その木原氏が「最終兵器」とまで評価する以上、この発言は軽く流してよいものではない。
構造改革路線で戦う
予算編成改革を示唆
木原氏が掘り起こしたのは、高市首相自身の発言の意味合いである。
首相は19日の記者会見で、「強い経済が必要だ」としたうえで、「国の予算の作り方を根本から改める。毎年度、補正予算が組まれることを前提とした予算編成手法と決別し、必要な予算は当初予算で措置する。複数年度の財政出動をコミットする仕組みを構築する」と述べた。
産経新聞「「対財務省の最終兵器」自民・木原誠二氏~」より
この発言自体、当初はほとんど注目されていなかった。木原氏が番組内で強調したことにより、後追いで産経新聞が取り上げた、というのが実情だろう。
しかし、「複数年度の財政出動」という言葉の持つ意味は、かなり革命的である。
木原氏は番組で、「非常に練られていて、(当初と補正の)セットで財政・予算の枠組みを変える、と。これは最終兵器だ。非常に分かりやすい。諸外国はやっている。いよいよ、そのステージにきた」と評価した。2027年度予算案に関しては「できれば複数年度で組んでほしい」と語った。
産経新聞「「対財務省の最終兵器」自民・木原誠二氏~」より
木原氏の言う通り、諸外国では複数年度予算は一般的だ。
一方、日本は依然として単年度決済主義が原則であり、そのため行政運営は極めて硬直的になっている。
役所と仕事をした経験のある人なら身に覚えがあるだろう。「予算は年度内に使い切ってください」という、あの理屈だ。余った予算は翌年に繰り越せず、複数年計画であっても、単年度ごとに無理やり処理させられる。事業計画を立てる側からすれば、かなり厄介な制度である。

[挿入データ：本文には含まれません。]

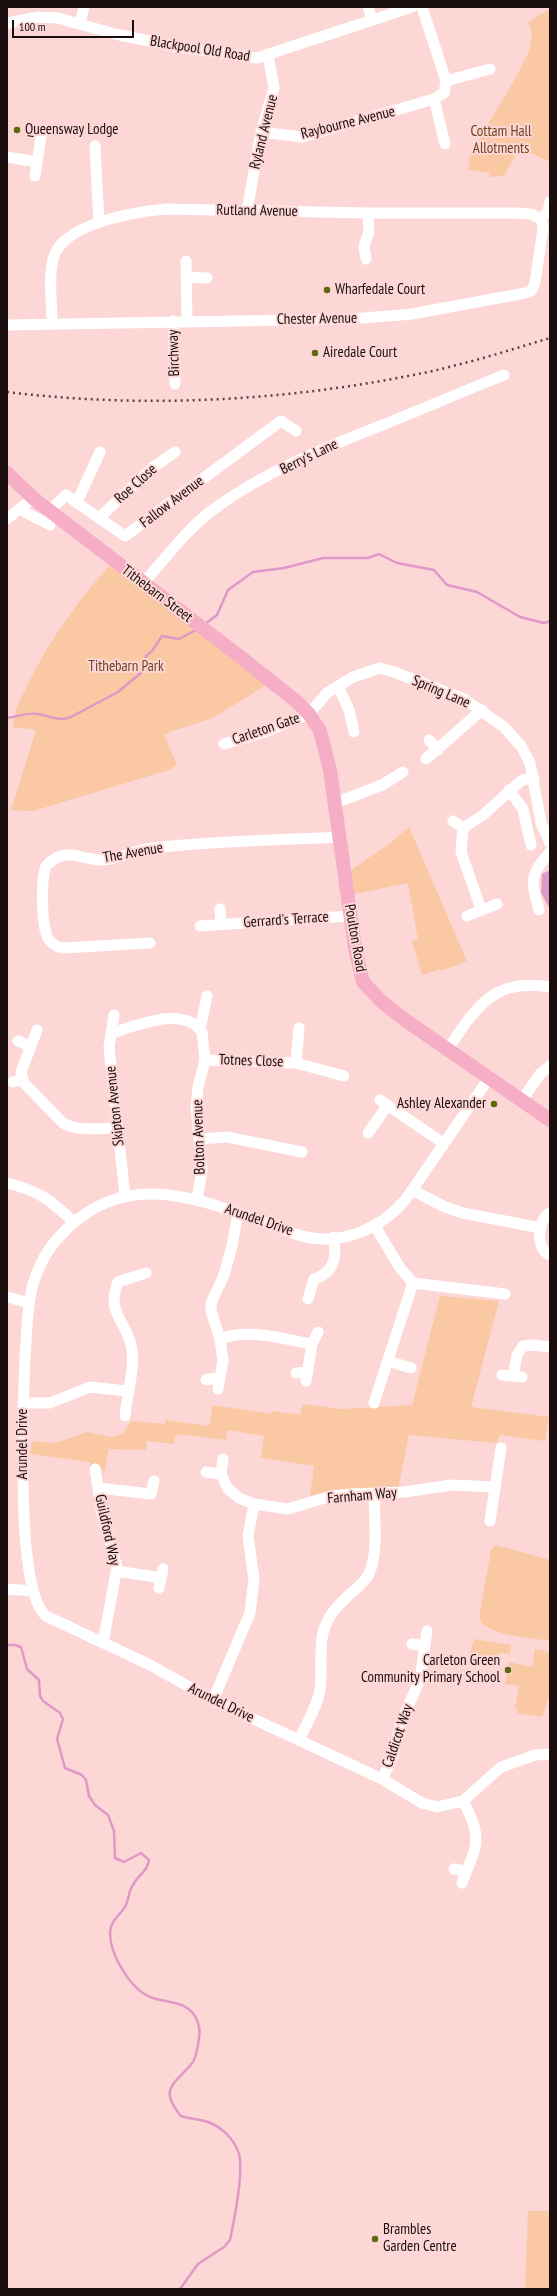 <!DOCTYPE html>
<style>
body{margin:0}
#map{position:relative;width:557px;height:2296px;overflow:hidden;background:#fdd7d6;font-family:"PT Sans Narrow",sans-serif}
canvas{display:block}
.frame{position:absolute;inset:0;border:8px solid #1a0e0e;pointer-events:none}
.scale{position:absolute;left:12px;top:20px;width:122px;height:18px;box-sizing:border-box;border:2px solid #1a0e0e;border-top:0;padding-left:5px;font-size:12px;line-height:14px;white-space:nowrap;color:#1a0e0e;-webkit-text-stroke:3px #fdd7d6;paint-order:stroke}
</style>
<div id="map">
<canvas width="557" height="2296"></canvas>
<div class="frame"></div>
<div class="scale">100 m</div>
</div>
<script>
const context = document.querySelector('canvas').getContext('2d');
context.lineJoin = 'round';
function paint(path, color) { context.fillStyle = color; context.fill(path, 'evenodd'); }
function trace(path, color, width, dash) { context.strokeStyle = color; context.lineWidth = width; context.lineCap = dash ? 'butt' : 'round'; context.setLineDash(dash || []); context.stroke(path); }
function write(font, color, halo, rows, align = 'center') {
  context.font = font + ' "PT Sans Narrow",sans-serif'; context.lineWidth = 4; context.setLineDash([]); context.textBaseline = 'middle'; context.strokeStyle = halo; context.fillStyle = color; for (const [text, x, y, turn = 0] of rows) {
    context.save(); context.translate(x, y); context.rotate((+turn || 0) * Math.PI / 180); context.textAlign = isNaN(turn) ? turn : align; if (halo) context.strokeText(text, 0, 0); context.fillText(text, 0, 0); context.restore();
  }
}
paint(new Path2D(`
 M550,9V162L520,148L504,176L489,177V173L468,170L470,163L468,161L480,137L514,81L529,51L532,34L528,22Z
 M114,561L271,682L213,718L164,734L177,765L169,770L33,811L11,810L36,730L13,727C14,711 21,698 28,684C51,638 79,598 114,561Z
 M409,827L467,961L441,971L440,969L422,975L412,941L418,940L408,883L354,894L351,870L388,845Z
 M440,1296L499,1301L471,1407L549,1417L545,1441L500,1435L496,1443L409,1435L398,1489L310,1497L314,1466L261,1458L264,1436L227,1430L226,1440L176,1434L173,1444L147,1441L146,1450L109,1449L104,1473L102,1468L90,1467L89,1462L30,1454L32,1441L56,1443L87,1432L111,1437L123,1434L131,1421L165,1424V1420L209,1426L213,1405L271,1414L272,1411L300,1415L303,1404L340,1409L412,1405Z
 M496,1545L550,1560V1641C533,1638 486,1636 479,1618L491,1550Z
 M474,1639L511,1645L510,1654L499,1653L496,1666L475,1658L476,1652L473,1651L471,1658L469,1657Z
 M535,1649L550,1652V1694L542,1717L517,1713L518,1709L515,1708L519,1686L505,1684L509,1662L532,1667Z
 M528,2211H550V2288L525,2289Z`), '#fac8a2');
paint(new Path2D(`
 M548,871H550V909L541,893L542,874Z`), '#e099c6');
trace(new Path2D(`
 M205,624L217,615L228,590L253,572L284,568L323,558H368L379,554L397,563L434,570L447,585L477,592L520,617L544,623L550,621
 M7,718C16,717 29,712 38,714C51,716 58,722 71,717L118,692L142,672L146,656L152,651L162,636L179,639L196,630
 M7,1645H15L21,1647L27,1669L39,1680L40,1696L43,1701L60,1713L63,1719L57,1739L65,1768L82,1775L86,1780L89,1796L95,1805L108,1815L114,1831L115,1858L124,1862L141,1853L149,1860C148,1871 138,1875 133,1885C129,1890 129,1898 126,1905C121,1915 110,1920 110,1933C110,1955 131,1991 153,1998C169,2003 187,2001 196,2018C199,2024 200,2032 199,2038C198,2046 197,2055 193,2062C176,2084 157,2087 181,2116C189,2119 199,2119 208,2122C222,2127 235,2140 239,2154C244,2172 234,2221 230,2240L224,2247L198,2264L180,2289`), '#e099c6', 2.5);
trace(new Path2D(`
 M368,7L372,20
 M7,23L38,17L58,18L115,34L178,47L257,58L412,7
 M80,24L84,7
 M446,81L490,69
 M434,99L445,144
 M261,132L302,137L410,106L434,99L444,93L446,81L422,7
 M95,146L99,223
 M7,157L37,162L41,137
 M35,176L37,162
 M247,211L261,132L274,88L268,54
 M366,259L364,246L369,232L368,213
 M186,261L187,321
 M186,277L207,278
 M173,321L175,384
 M52,323C52,303 48,279 53,259C62,223 135,212 166,209L368,213H517L531,214L541,219
 M7,325L352,319L412,314L525,293L531,291L535,283L543,228L541,219L548,211L550,202
 M77,502L100,452
 M20,508C26,515 41,519 50,525
 M49,511L66,495L125,536L281,421L296,431
 M99,518L152,468L175,452
 M7,519L33,498
 M143,584C166,557 186,530 214,509C265,471 327,447 385,424C425,408 464,391 504,375
 M338,686L349,710L354,732
 M429,740L438,750
 M224,744L265,732L309,714L327,693L353,677L380,668L394,672L464,699L504,727L521,746L530,763L541,823L550,843
 M426,759L482,710
 M509,790L523,809L531,845
 M335,803L382,785L403,772
 M453,821L463,828
 M220,909L221,924
 M481,909L461,852L463,828L483,815L522,780L534,778
 M539,910C531,880 529,876 550,852
 M467,916L497,904
 M200,926L351,916
 M150,943L63,948C57,947 51,943 48,938C41,924 41,881 46,866C69,842 84,865 111,859C125,856 137,850 152,848C214,841 278,840 340,837
 M114,1015L109,1047L125,1196
 M37,1030L21,1072L24,1083L63,1123C79,1132 98,1128 117,1128
 M200,1030L207,996
 M111,1033C137,1026 182,1005 202,1032L205,1060L198,1087L196,1107L202,1171L197,1199
 M18,1041L30,1046
 M448,1049C476,1007 494,977 550,987
 M205,1060L296,1063L344,1076
 M296,1063L299,1028
 M489,1078L406,1199C382,1228 343,1245 306,1237C293,1234 281,1228 269,1224C208,1202 140,1173 81,1217C58,1234 41,1256 33,1284C28,1303 27,1323 26,1342C23,1383 23,1424 23,1466C23,1498 23,1595 46,1616L148,1664L213,1700L382,1779L422,1803L437,1807L463,1801L501,1767L535,1755L550,1754
 M13,1082L23,1079
 M380,1100L443,1143
 M522,1100L540,1074L550,1066
 M368,1133L387,1106
 M201,1139L227,1137L302,1152
 M7,1183C40,1191 50,1200 74,1222
 M412,1190L445,1207L463,1213L541,1228
 M550,1213C537,1219 535,1250 550,1255
 M375,1226L400,1268L413,1283L505,1294
 M7,1297L29,1303
 M308,1299L314,1279C334,1273 338,1257 333,1237
 M220,1339C250,1328 282,1339 312,1344
 M388,1361L411,1368
 M296,1373L308,1372
 M502,1375L522,1377
 M513,1376L517,1355L523,1346L532,1345L550,1347
 M206,1380L220,1377
 M306,1381L312,1344L318,1332
 M218,1389L223,1360L220,1339L211,1311V1303L224,1275L232,1246L238,1213
 M23,1403H50L90,1387L127,1391
 M374,1403L413,1283
 M125,1416C127,1393 136,1367 131,1345C125,1319 106,1313 118,1282L146,1273
 M223,1459L221,1474L228,1489L239,1498L254,1504L288,1509L331,1496L351,1494L404,1492L452,1485L495,1487
 M95,1469L102,1514L117,1567L103,1643
 M206,1472L221,1474
 M98,1488L151,1494L154,1481
 M490,1521L501,1448
 M117,1571L161,1578
 M159,1588L163,1569
 M7,1589L32,1591
 M412,1644L425,1646
 M213,1700L250,1613L254,1579L248,1536L254,1504
 M299,1740C306,1724 318,1706 320,1689C323,1669 318,1648 324,1629C332,1606 349,1597 365,1580C380,1563 374,1516 374,1494
 M382,1779L393,1756L400,1725L420,1679L427,1631
 M454,1869L465,1871
 M462,1883C465,1874 469,1866 472,1857C481,1836 473,1820 463,1801`), '#fff', 11);
trace(new Path2D(`
 M7,473L33,498L243,659L296,701L309,714L320,731L330,770L355,948L363,982L381,1001L405,1020L550,1120`), '#f5aec5', 14);
trace(new Path2D(`
 M7,392C146,409 290,401 428,372C469,363 510,350 550,338`), '#544242', 2.5, [2, 4]);
for (const [x, y, r, color] of [
 [17,130,4,"#5e690e"],
 [327,290,4,"#5e690e"],
 [315,353,4,"#5e690e"],
 [494,1104,4,"#5e690e"],
 [508,1670,4,"#5e690e"],
 [375,2239,4,"#5e690e"]
]) { const dot = new Path2D(); dot.arc(x, y, r, 0, 2 * Math.PI); context.fillStyle = color; context.fill(dot); trace(dot, '#fdd7d6', 1.5); }
write('15px', '#1a0e0e', '#fdd7d6', [
 ["Blackpool Old Road",200,49,9],
 ["Raybourne Avenue",348,123,-14],
 ["Ryland Avenue",264,132,-76],
 ["Rutland Avenue",257,211,1],
 ["Chester Avenue",317,319,-1],
 ["Birchway",174,353,-92],
 ["Berry's Lane",309,457,-26],
 ["Roe Close",136,484,-42],
 ["Fallow Avenue",172,502,-37],
 ["Tithebarn Street",157,594,37],
 ["Spring Lane",441,692,23],
 ["Carleton Gate",266,729,-19],
 ["The Avenue",133,853,-10],
 ["Gerrard's Terrace",286,920,-4],
 ["Poulton Road",355,938,80],
 ["Totnes Close",251,1061,2],
 ["Skipton Avenue",115,1106,-96],
 ["Bolton Avenue",199,1137,-92],
 ["Arundel Drive",259,1220,19],
 ["Arundel Drive",23,1444,-90],
 ["Farnham Way",362,1496,-5],
 ["Guildford Way",107,1530,78],
 ["Arundel Drive",221,1703,26],
 ["Caldicot Way",398,1736,-71]
]);
write('15px', '#1a0e0e', '#fdd7d6', [
 ["Queensway Lodge",25,130],
 ["Wharfedale Court",335,290],
 ["Airedale Court",323,353],
 ["Ashley Alexander",486,1104,"right"],
 ["Carleton Green",500,1661,"right"],
 ["Community Primary School",500,1678,"right"],
 ["Brambles",383,2230],
 ["Garden Centre",383,2247]
], 'left');
write('15px', '#70441f', '#fdd7d6', [
 ["Cottam Hall",501,132],
 ["Allotments",501,149],
 ["Tithebarn Park",126,667]
]);
</script>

民間では、そんな非合理な仕組みは成り立たないため、複式簿記が当たり前になって久しいのだが。
大改革の意思
それでも国政レベルでは、この方式は長らく採用されてこなかった。
木原氏は「国を変える、という意思表示だと思う。予算は国そのものだ。大改革だ」と述べ、衆院選で訴えていきたい考えを示した。
産経新聞「「対財務省の最終兵器」自民・木原誠二氏~」より
ここであえて「国政においても」と言いたくなるのは、地方行政もまた同じ縛りに苦しめられているからである。
国家の財政方針が転換すれば、地方行政も無関係ではいられない。否応なく変わらざるを得ない。
それ故、木原氏が指摘するように「国を変える」という評価に大きく繋がる話となる。
整理すると、この予算編成改革がもたらす効果は以下の通りだ。
- 複数年度化による政策の予見可能性向上
- 成長投資・危機管理投資への好影響
- 民間投資を呼び込む効果
- 多年度・動的な政策モデルの構築
- 市場の予見可能性向上による金利への好影響
- 財務省の裁量・影響力の相対的低下
メリットは多いが、当然ながらこれを実現するには相当手強い相手と向き合う必要がある。
かつて小泉純一郎氏が「自民党をぶっ壊す」「抵抗勢力は排除する」と打ち出したように、もう少し分かりやすいスローガンを掲げてもいいのではないかとも思う。
例えば、「財務構造改革を推進する」といった具合に。
まとめ
硬直した国家の予算編成に苦しむ人は多い。
この問題は国民にとっても無関係ではない。例えば、消費税減税のような一時的な減税政策を実行する場合でも、複数年計画を前提にできるかどうかで、政策の現実性は大きく変わる。積極財政を本気で行うのであれば、今回示されたような予算編成方針は強力な後押しとなる。
大きな絵を描き、それを制度として実装しようとする意思を持つ方こそ、支持されるべき存在だろう。